Cable TV titans are mulling rating all programs for violence, and have tacitly endorsed a bill offered by Rep. Ed Markey (D-Mass.) that would require a microchip in new TV sets to allow parents to block out programs rated violent.
Industry sources said cable’s endorsement of the two proposals is conditional on a guarantee that the broadcast networks also back the ideas. That’s hardly a given, since the networks have been cool to suggestions for both the rating and the microchip.
Although it’s believed top cable executives are united behind the idea of rating programs, Time Warner has yet to signal its support for Markey’s so-called V-chip bill, an industry source said.
On the defensive
Cable’s new aggressive anti-violence stance clearly places the networks on the defensive. For months, webheads have been ahead in the PR battle by repeatedly claiming that the most violent programming airs on cable. Moreover, net executives claim the cable industry continues to carry its most violent programming early in the evening, and unedited.
A network source said Tuesday that the webs “still haven’t seen anything in writing” on the cable proposal. “We’re waiting for details,” the source said.
Cable’s strategy change came after a meeting Friday between industry leaders and Sen. Paul Simon (D-Ill.), a leader of the growing anti-TV violence brigade in Congress. Initial reports indicated that cablers told Simon they’d be willing to establish ongoing monitoring of the violence content of programs.

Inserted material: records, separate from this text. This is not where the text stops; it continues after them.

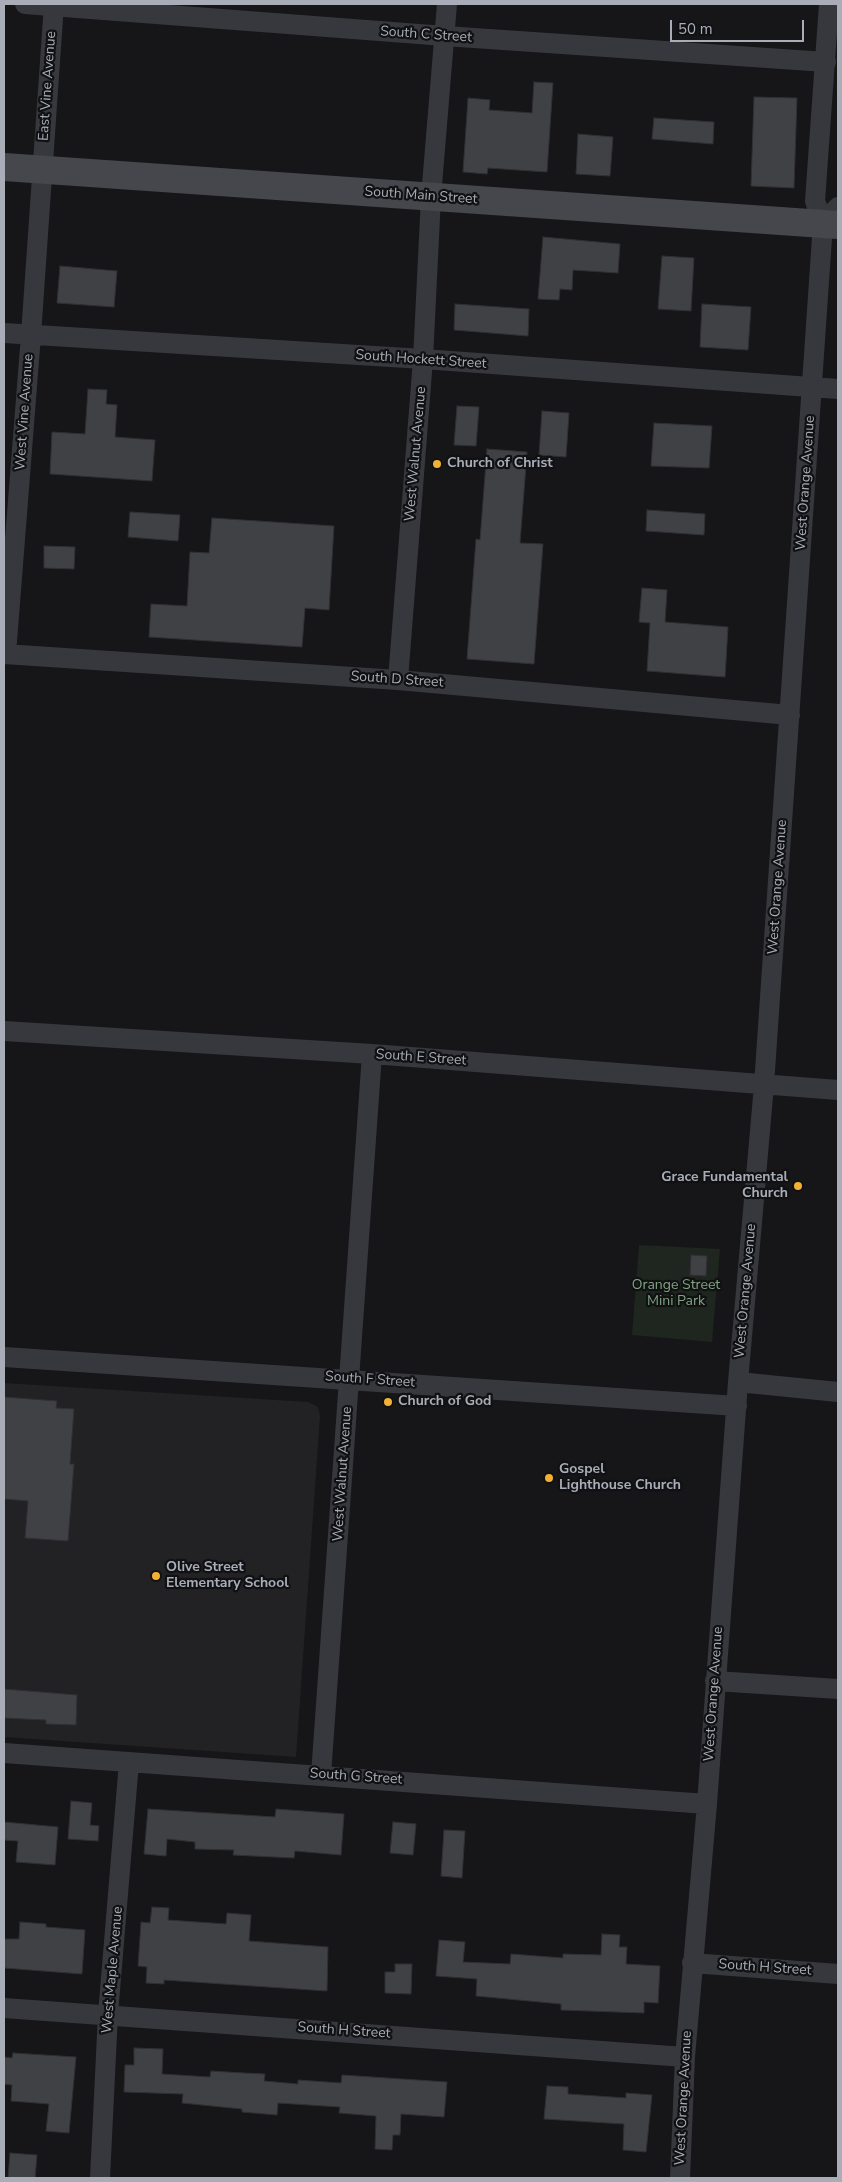 <!DOCTYPE html>
<style>
body{margin:0}
#map{position:relative;width:842px;height:2182px;overflow:hidden;background:#161618;font-family:"Nunito Sans",sans-serif}
canvas{display:block}
.frame{position:absolute;inset:0;border:5px solid #a8adb8;pointer-events:none}
.scale{position:absolute;left:670px;top:20px;width:134px;height:22px;box-sizing:border-box;border:2px solid #a8adb8;border-top:0;padding-left:6px;font-size:15px;line-height:18px;white-space:nowrap;color:#a8adb8;-webkit-text-stroke:4px #111113;paint-order:stroke}
</style>
<div id="map">
<canvas width="842" height="2182"></canvas>
<div class="frame"></div>
<div class="scale">50 m</div>
</div>
<script>
const ctx = document.querySelector('canvas').getContext('2d');
ctx.lineJoin = 'round';
function fillPath(path, color) { ctx.fillStyle = color; ctx.fill(path, 'evenodd'); }
const poly = rows => new Path2D(rows.map(r => 'M' + r).join(''));
function trace(path, color, width, dash) { ctx.strokeStyle = color; ctx.lineWidth = width; ctx.lineCap = dash ? 'butt' : 'round'; ctx.setLineDash(dash || []); ctx.stroke(path); }
function label(font, color, halo, rows, align = 'center') {
  ctx.font = font + ' "Nunito Sans",sans-serif'; ctx.lineWidth = 4.5; ctx.setLineDash([]); ctx.textBaseline = 'middle'; ctx.strokeStyle = halo; ctx.fillStyle = color; for (const [text, x, y, turn = 0] of rows) {
    ctx.save(); ctx.translate(x, y); ctx.rotate((+turn || 0) * Math.PI / 180); ctx.textAlign = isNaN(turn) ? turn : align; if (halo) ctx.strokeText(text, 0, 0); ctx.fillText(text, 0, 0); ctx.restore();
  }
}
const built = poly([
 [4,1383,308,1402,318,1407,320,1416,296,1757,4,1737]
]);
const green = poly([
 [639,1245,720,1249,712,1342,632,1335]
]);
const building = poly([
 [534,82,553,83,547,172,488,168,487,174,463,172,468,98,490,100,489,110,532,113,534,82],
 [754,97,797,98,794,188,751,186,754,97],
 [654,118,714,122,713,144,652,139,654,118],
 [578,134,613,137,610,176,576,174,578,134],
 [543,237,620,244,618,273,573,270,572,290,560,289,559,300,538,299,543,237],
 [662,256,694,258,691,311,658,309,662,256],
 [60,266,117,271,114,307,57,303,60,266],
 [455,304,529,309,528,336,454,330,455,304],
 [702,304,751,307,748,350,700,347,702,304],
 [88,389,107,390,106,404,117,405,115,437,155,440,152,481,50,474,52,432,85,434,88,389],
 [457,406,479,407,476,446,454,445,457,406],
 [542,411,569,413,566,457,539,455,542,411],
 [654,423,712,426,709,468,651,466,654,423],
 [487,449,527,452,520,543,543,544,534,664,467,659,476,539,480,540,487,449],
 [647,510,705,514,704,535,646,531,647,510],
 [130,512,180,515,178,541,128,537,130,512],
 [212,518,334,526,329,610,305,608,302,647,149,637,151,604,187,606,190,552,209,553,212,518],
 [44,546,75,547,74,569,44,568,44,546],
 [642,588,667,590,665,622,728,627,725,677,647,671,650,623,639,622,642,588],
 [691,1255,707,1256,706,1276,690,1275,691,1255],
 [4,1397,57,1401,56,1408,74,1409,70,1464,74,1464,68,1541,25,1538,28,1501,4,1499,4,1397],
 [4,1689,77,1695,76,1725,46,1724,46,1720,4,1718,4,1689],
 [71,1801,92,1803,90,1825,99,1826,98,1841,68,1839,71,1801],
 [148,1809,275,1817,276,1809,344,1814,341,1855,295,1851,294,1858,233,1855,234,1850,195,1849,195,1842,167,1839,166,1856,144,1854,148,1809],
 [4,1822,58,1827,55,1865,16,1862,18,1841,4,1840,4,1822],
 [393,1822,416,1824,413,1855,390,1853,393,1822],
 [444,1830,465,1831,462,1878,441,1876,444,1830],
 [152,1907,169,1908,168,1920,226,1924,227,1913,251,1915,249,1941,328,1947,327,1991,164,1980,164,1984,146,1983,147,1967,138,1966,141,1922,150,1923,152,1907],
 [20,1922,46,1924,46,1927,85,1930,82,1974,4,1968,4,1939,19,1939,20,1922],
 [602,1934,620,1935,619,1947,627,1947,626,1964,660,1966,658,2003,644,2002,644,2013,561,2010,561,2004,476,1996,477,1979,436,1976,439,1940,465,1942,463,1962,510,1964,511,1954,563,1958,563,1954,601,1955,602,1934],
 [395,1964,412,1964,411,1994,385,1993,385,1972,395,1972,395,1964],
 [134,2048,163,2049,162,2074,210,2077,211,2071,244,2073,265,2074,264,2081,298,2084,298,2080,341,2083,342,2075,447,2082,444,2117,401,2114,400,2135,393,2135,392,2150,375,2149,376,2116,339,2113,340,2107,278,2103,277,2115,242,2112,242,2109,182,2103,183,2094,124,2092,125,2065,134,2065,134,2048],
 [13,2053,76,2057,69,2133,46,2131,49,2104,11,2101,12,2085,4,2084,4,2057,12,2058,13,2053],
 [547,2086,568,2087,568,2094,626,2098,626,2093,652,2095,646,2152,623,2150,624,2124,544,2119,547,2086],
 [10,2153,37,2155,35,2178,8,2178,10,2153]
]);
const street = poly([
 [25,4,445,36,826,62],
 [823,223,838,207],
 [4,333,423,359,838,389],
 [4,654,398,680,790,715],
 [6,654,31,335,54,4],
 [398,680,423,359,431,197,447,4],
 [4,1031,372,1054,838,1090],
 [4,1357,737,1406],
 [738,1382,838,1392],
 [715,1681,838,1689],
 [4,1753,707,1804],
 [321,1775,372,1054],
 [692,1963,838,1974],
 [4,2008,685,2057],
 [100,2178,108,2014,129,1762],
 [680,2178,685,2057,707,1804,738,1382,764,1085,823,223,815,201,829,4]
]);
const secondary = poly([
 [4,167,838,225]
]);
const markers = [
 [437,464,5,"#f2b134"],
 [798,1186,5,"#f2b134"],
 [388,1402,5,"#f2b134"],
 [549,1478,5,"#f2b134"],
 [156,1576,5,"#f2b134"]
];
const streetNames = [
 ["South C Street",426,35,4],
 ["East Vine Avenue",48,86,-86],
 ["South Main Street",421,196,4],
 ["South Hockett Street",421,360,4],
 ["West Vine Avenue",25,412,-86],
 ["West Walnut Avenue",416,454,-85],
 ["West Orange Avenue",806,483,-86],
 ["South D Street",397,680,4],
 ["West Orange Avenue",778,887,-86],
 ["South E Street",421,1058,4],
 ["West Orange Avenue",746,1291,-85],
 ["South F Street",370,1380,4],
 ["West Walnut Avenue",343,1474,-86],
 ["West Orange Avenue",714,1694,-86],
 ["South G Street",356,1777,4],
 ["South H Street",765,1968,4],
 ["West Maple Avenue",113,1970,-85],
 ["South H Street",344,2031,4],
 ["West Orange Avenue",684,2098,-87]
];
const poiNames = [
 ["Church of Christ",447,464],
 ["Grace Fundamental",788,1178,"right"],
 ["Church",788,1194,"right"],
 ["Church of God",398,1402],
 ["Gospel",559,1470],
 ["Lighthouse Church",559,1486],
 ["Olive Street",166,1568],
 ["Elementary School",166,1584]
];
const parkNames = [
 ["Orange Street",676,1286],
 ["Mini Park",676,1302]
];
fillPath(built, '#222225');
fillPath(green, '#1e261f');
fillPath(building, '#404145');
trace(building, '#303034', 1);
trace(street, '#37383d', 20);
trace(secondary, '#45474d', 28);
for (const [x, y, r, color] of markers) { const dot = new Path2D(); dot.arc(x, y, r, 0, 2 * Math.PI); ctx.fillStyle = color; ctx.fill(dot); trace(dot, '#111113', 2); }
label('14px', '#a8adb8', '#111113', streetNames);
label('bold 14px', '#a8adb8', '#111113', poiNames, 'left');
label('14px', '#7fa381', '#111113', parkNames);
</script>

But industry sources said cablers also have decided to go further than simply the monitoring of programs. They’ve also agreed to slap a rating on programs for violence, the key ingredient needed for Markey’s V-chip plan to be successful.
“The V-chip only needs a rating system to make it work,” one industry source said.
Markey’s bill calls for insertion of a one-inch microchip in all new TV sets that allows parents, with the push of a button, to nix all programs carrying a violence rating. Markey claims the V-chip will “empower parents.”
CBS and NBC have attacked the proposal as a step toward censorship. ABC has been less critical of the Markey proposal than its counterparts but has said it opposes content restrictions in general. The Motion Picture Assn. of America also opposes the Markey bill and is not expected to change its position.
Sources said discussions are in the preliminary stage on how a ratings system might work, in part because network acceptance of the idea is necessary before the plan will proceed. One suggestion would place a V rating on certain violent shows, and a VV rating on programs carrying excessive amounts of violence.